Les trois principaux candidats à la présidentielle au Burkina, dont le président sortant et favori Roch Marc Christian Kaboré, ont bouclé vendredi leur campagne avec de grands meetings avant le scrutin de dimanche placé sous la menace jihadiste.
Des membres de forces de sécurité, dont le nombre n’a pas été révélé, ont été déployées dans tout le pays.
La crainte d’attaques jihadistes le jour du vote est dans tous les esprits,alors que les violences ont fait au moins 1.200 morts depuis 2015 et que des pans entiers du territoire échappent au contrôle de l’Etat en raison de ce harcèlement jihadiste quasi quotidien.
Le pays vit ses heures les plus sombres depuis l’indépendance de 1960.
En deux ans, le nombre de déplacés par ces attaques a augmenté de façon exponentielle jusqu’à atteindre le million, soit 5% de la population.
Le double scrutin, présidentiel et législatif, ne pourra pas se tenir sur au moins un cinquième du territoire.
« Hakuna Matata! » (tout va bien), a pourtant lancé sous les hourrahs, le président du parti présidentiel Simon Compaoré pour introduire son champion.
– Nostalgie de l’ère Compaoré –
Les 6,5 millions de Burkinabè appelés à voter ont le choix entre le président Kaboré et douze candidats d’opposition.
Donné favori, Kaboré a rempli vendredi après-midi le plus grand stade de Ouagadougou de dizaines de milliers de personnes en orange, la couleur de son parti.

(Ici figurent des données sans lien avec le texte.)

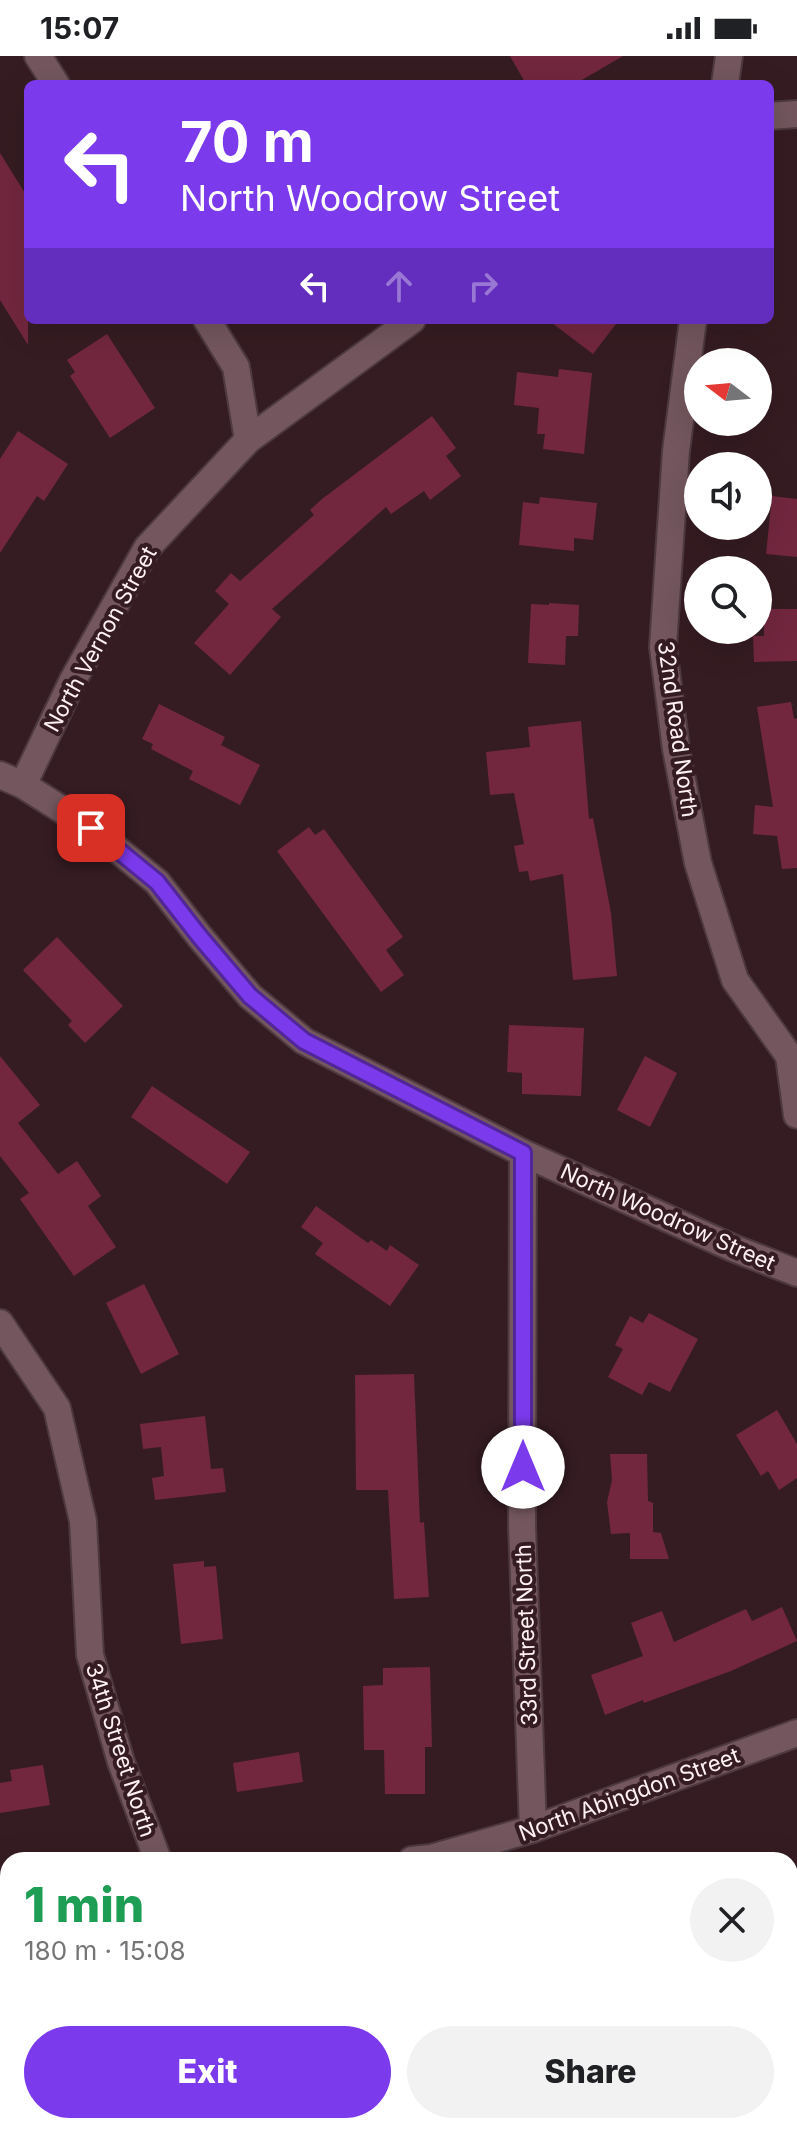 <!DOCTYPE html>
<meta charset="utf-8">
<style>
:root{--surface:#fff;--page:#f2f2f2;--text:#202124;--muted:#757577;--accent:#7c3aed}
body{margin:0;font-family:Inter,sans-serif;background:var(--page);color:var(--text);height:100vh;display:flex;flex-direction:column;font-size:30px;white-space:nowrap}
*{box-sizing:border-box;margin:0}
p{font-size:26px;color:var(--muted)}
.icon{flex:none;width:44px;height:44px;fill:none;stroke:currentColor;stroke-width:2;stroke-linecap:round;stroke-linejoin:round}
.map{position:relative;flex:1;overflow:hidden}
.drawer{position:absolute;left:0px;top:1796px;width:798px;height:282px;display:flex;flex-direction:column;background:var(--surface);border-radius:24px 24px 0 0;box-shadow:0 8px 32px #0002}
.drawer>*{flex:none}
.banner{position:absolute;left:24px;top:24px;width:750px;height:244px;border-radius:12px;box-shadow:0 8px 32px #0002;background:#7c3aed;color:#fff;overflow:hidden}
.needle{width:52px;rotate:286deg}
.buttons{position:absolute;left:684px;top:292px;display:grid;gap:16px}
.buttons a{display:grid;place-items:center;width:88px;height:88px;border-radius:50%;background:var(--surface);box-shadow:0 8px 32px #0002;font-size:40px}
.pin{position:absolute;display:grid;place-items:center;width:68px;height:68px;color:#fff;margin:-34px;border-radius:16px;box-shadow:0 4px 12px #0006}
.me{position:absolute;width:88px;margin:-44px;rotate:0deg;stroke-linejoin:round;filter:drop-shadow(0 0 6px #0008)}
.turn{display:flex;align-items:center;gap:28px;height:168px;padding:0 24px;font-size:36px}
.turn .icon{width:104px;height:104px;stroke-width:2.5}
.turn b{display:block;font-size:56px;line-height:68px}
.lanes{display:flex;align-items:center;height:76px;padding:0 24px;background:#0003;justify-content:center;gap:40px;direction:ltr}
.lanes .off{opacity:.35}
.round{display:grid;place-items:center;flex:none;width:84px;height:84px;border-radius:42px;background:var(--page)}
.headline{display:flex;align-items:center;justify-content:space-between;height:136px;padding:0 24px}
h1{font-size:48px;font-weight:800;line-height:60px;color:#1e9e55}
.cta{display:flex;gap:16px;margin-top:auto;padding:16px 24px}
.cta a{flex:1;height:92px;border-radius:48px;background:var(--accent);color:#fff;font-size:32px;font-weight:800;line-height:92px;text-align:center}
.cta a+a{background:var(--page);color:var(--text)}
.status{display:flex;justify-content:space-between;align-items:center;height:56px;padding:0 40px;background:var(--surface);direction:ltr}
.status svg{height:22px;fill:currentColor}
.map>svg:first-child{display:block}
.building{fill:#72273f}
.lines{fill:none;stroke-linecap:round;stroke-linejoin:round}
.street-casing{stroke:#4d393f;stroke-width:30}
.street{stroke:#74575e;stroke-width:26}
.route-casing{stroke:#51269a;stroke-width:20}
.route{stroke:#7c3aed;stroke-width:14}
.labels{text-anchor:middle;stroke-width:8;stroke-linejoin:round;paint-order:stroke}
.street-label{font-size:22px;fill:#fef0f3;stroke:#351c22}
</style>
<div class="status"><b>15:07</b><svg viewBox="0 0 49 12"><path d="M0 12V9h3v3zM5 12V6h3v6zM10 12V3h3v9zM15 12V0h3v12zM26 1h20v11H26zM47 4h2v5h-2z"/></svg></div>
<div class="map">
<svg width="797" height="2077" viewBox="0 0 797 2077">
<rect width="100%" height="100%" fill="#351c22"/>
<g class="building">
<polygon points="510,0 623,0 575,28 526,28"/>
<polygon points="0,97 28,142 28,289 0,244"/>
<polygon points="548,264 619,264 593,298"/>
<polygon points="107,278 155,352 110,382 70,320 75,316 67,304"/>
<polygon points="559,313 592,317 584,398 543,393 545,378 537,378 539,352 514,349 517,316 558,321"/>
<polygon points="432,360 456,392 446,400 461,420 430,444 424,435 391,458 386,451 272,553 281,561 230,619 194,587 229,548 215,535 231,517 240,525 314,459 310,454 322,443"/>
<polygon points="18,375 68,408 44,445 37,440 0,497 0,403"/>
<polygon points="772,440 797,443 797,501 766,498"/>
<polygon points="540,441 597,447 593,484 574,482 574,495 519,489 523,446 539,448"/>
<polygon points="549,547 579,549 578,580 566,580 565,609 528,607 531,548 549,549"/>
<polygon points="764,553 797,553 797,605 754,606 753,580 764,580"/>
<polygon points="791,646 794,663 797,662 797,812 782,813 777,780 753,778 755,749 773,751 757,651"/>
<polygon points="159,648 225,681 221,689 260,709 240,749 189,723 193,715 151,693 153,688 142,683"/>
<polygon points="581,665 589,763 593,762 611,857 617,920 573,924 563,818 530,825 528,815 519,816 514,790 524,788 514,737 490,739 486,696 530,691 528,671"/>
<polygon points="309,771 315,779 324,773 403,881 386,894 404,919 381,936 277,795"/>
<polygon points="57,881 123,950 85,987 68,969 72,965 23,914"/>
<polygon points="509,969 584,972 581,1040 522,1038 522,1017 507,1016"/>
<polygon points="0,1000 40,1049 18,1067 58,1118 77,1105 101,1140 88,1150 116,1191 74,1220 20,1143 29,1137 0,1100"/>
<polygon points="645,1000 677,1017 650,1071 617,1054"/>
<polygon points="152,1030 250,1096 227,1128 131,1061"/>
<polygon points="316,1150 368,1187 371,1184 387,1195 390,1189 419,1209 390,1250 315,1198 323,1187 301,1171"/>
<polygon points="144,1228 179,1298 141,1318 106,1247"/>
<polygon points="649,1257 698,1283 670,1336 649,1326 642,1339 608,1321 623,1293 615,1289 630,1260 643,1267"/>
<polygon points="414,1318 420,1467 424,1466 429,1541 394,1543 388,1434 356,1434 355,1319"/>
<polygon points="777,1354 797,1388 797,1422 779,1434 768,1415 761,1420 736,1379"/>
<polygon points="205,1360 211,1413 223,1412 226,1436 155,1444 152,1422 164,1420 161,1391 143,1393 140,1368"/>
<polygon points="610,1398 647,1398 648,1445 653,1447 653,1476 661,1477 669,1503 630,1503 630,1477 611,1478 607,1446 612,1424"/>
<polygon points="204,1505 204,1511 216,1510 223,1583 181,1588 173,1508"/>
<polygon points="782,1551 797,1585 731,1615 644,1647 643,1644 605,1659 591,1619 643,1600 631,1567 662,1555 674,1586 746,1553 752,1565"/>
<polygon points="430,1611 432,1691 425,1691 425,1738 385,1738 384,1694 364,1694 363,1630 383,1629 383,1612"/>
<polygon points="299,1696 303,1726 237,1736 233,1707"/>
<polygon points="43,1709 50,1749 0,1757 0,1727 12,1725 10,1714"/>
</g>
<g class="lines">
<g class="street-casing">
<g id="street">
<polyline points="38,0 56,28"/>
<polyline points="725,28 729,0"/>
<polyline points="770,60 797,58"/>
<polyline points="207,264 236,311 248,384"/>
<polyline points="693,264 676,395 663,591 676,693 698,807 735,924 789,1000 797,1059"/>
<polyline points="0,719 23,729 91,772 157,826 200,881 250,940 304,985 523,1097 733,1192 797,1217"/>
<polyline points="23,729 73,624 147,492 248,384 412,264"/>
<polyline points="523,1097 522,1470 533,1773"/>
<polyline points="0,1267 57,1352 83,1465 90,1599 121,1706 158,1804"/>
<polyline points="412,1804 431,1802 533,1773 797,1677"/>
<polyline points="0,1869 8,1867"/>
<polyline points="201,2077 203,2070"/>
</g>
</g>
<use href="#street" class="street"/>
</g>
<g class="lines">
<g class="route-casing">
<polyline id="route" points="91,772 157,826 200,881 250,940 304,985 523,1097 523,1411"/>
</g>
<use href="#route" class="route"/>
</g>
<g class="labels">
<g class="street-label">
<text transform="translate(100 583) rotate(-61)" y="8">North Vernon Street</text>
<text transform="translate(678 673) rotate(82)" y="8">32nd Road North</text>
<text transform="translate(668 1161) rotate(24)" y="8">North Woodrow Street</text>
<text transform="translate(526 1579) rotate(-92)" y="8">33rd Street North</text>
<text transform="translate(121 1694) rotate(72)" y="8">34th Street North</text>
<text transform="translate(629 1738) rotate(-20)" y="8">North Abingdon Street</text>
</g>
</g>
</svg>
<div class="buttons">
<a><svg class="needle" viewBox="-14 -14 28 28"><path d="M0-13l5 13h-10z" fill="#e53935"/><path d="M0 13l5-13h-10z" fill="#757577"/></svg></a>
<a><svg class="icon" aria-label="sound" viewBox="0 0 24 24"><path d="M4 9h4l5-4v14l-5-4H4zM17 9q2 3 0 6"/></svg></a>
<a><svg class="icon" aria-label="search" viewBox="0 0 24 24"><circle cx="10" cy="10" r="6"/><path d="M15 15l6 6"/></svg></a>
</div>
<div class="pin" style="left:91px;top:772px;background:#d93025"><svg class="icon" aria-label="arrive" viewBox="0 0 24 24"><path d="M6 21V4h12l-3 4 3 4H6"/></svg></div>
<svg class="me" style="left:523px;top:1411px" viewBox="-20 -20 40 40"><circle r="19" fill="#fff"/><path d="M0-13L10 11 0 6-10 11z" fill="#7c3aed"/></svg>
<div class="banner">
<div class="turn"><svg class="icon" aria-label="left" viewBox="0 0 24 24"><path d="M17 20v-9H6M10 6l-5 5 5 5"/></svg><div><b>70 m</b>North Woodrow Street</div></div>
<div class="lanes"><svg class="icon" aria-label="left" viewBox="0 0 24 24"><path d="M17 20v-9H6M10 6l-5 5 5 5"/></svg><svg class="icon off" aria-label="ahead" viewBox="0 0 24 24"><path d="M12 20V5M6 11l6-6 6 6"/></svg><svg class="icon off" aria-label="right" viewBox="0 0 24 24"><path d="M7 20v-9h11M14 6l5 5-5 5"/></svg></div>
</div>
<section class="drawer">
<div class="headline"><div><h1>1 min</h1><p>180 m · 15:08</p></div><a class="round"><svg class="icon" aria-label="close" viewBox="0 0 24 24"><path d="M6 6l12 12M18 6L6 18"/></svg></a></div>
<div class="cta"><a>Exit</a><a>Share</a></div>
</section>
</div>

Deux opposants sortent du lot: Zéphirin Diabré, chef de file historique de l’opposition, et Eddie Komboïgo, candidat du parti de l’ancien président Blaise Compaoré, dont le régime fait l’objet d’une nostalgie croissante.
Diabré a tenu son dernier meeting vendredi dans la capitale économique Bobo Dioulasso, devant des milliers de personnes.
Il a assuré avoir « proposé mes solutions (…) qui peuvent aider notre pays à s’en sortir ».
A Ziniaré, fief de Compaoré, Komboïgo a lui évoqué le « sacrifice de Compaoré pour le développement du Burkina », promettant son « retour avec tous les honneurs ».
– Embuscade meurtrière –
En pleine campagne, début novembre, 14 soldats ont été tués dans une embuscade revendiquée par l’organisation Etat islamique (EI) dans le Nord,l’un des plus lourds bilans pour l’armée depuis 2015.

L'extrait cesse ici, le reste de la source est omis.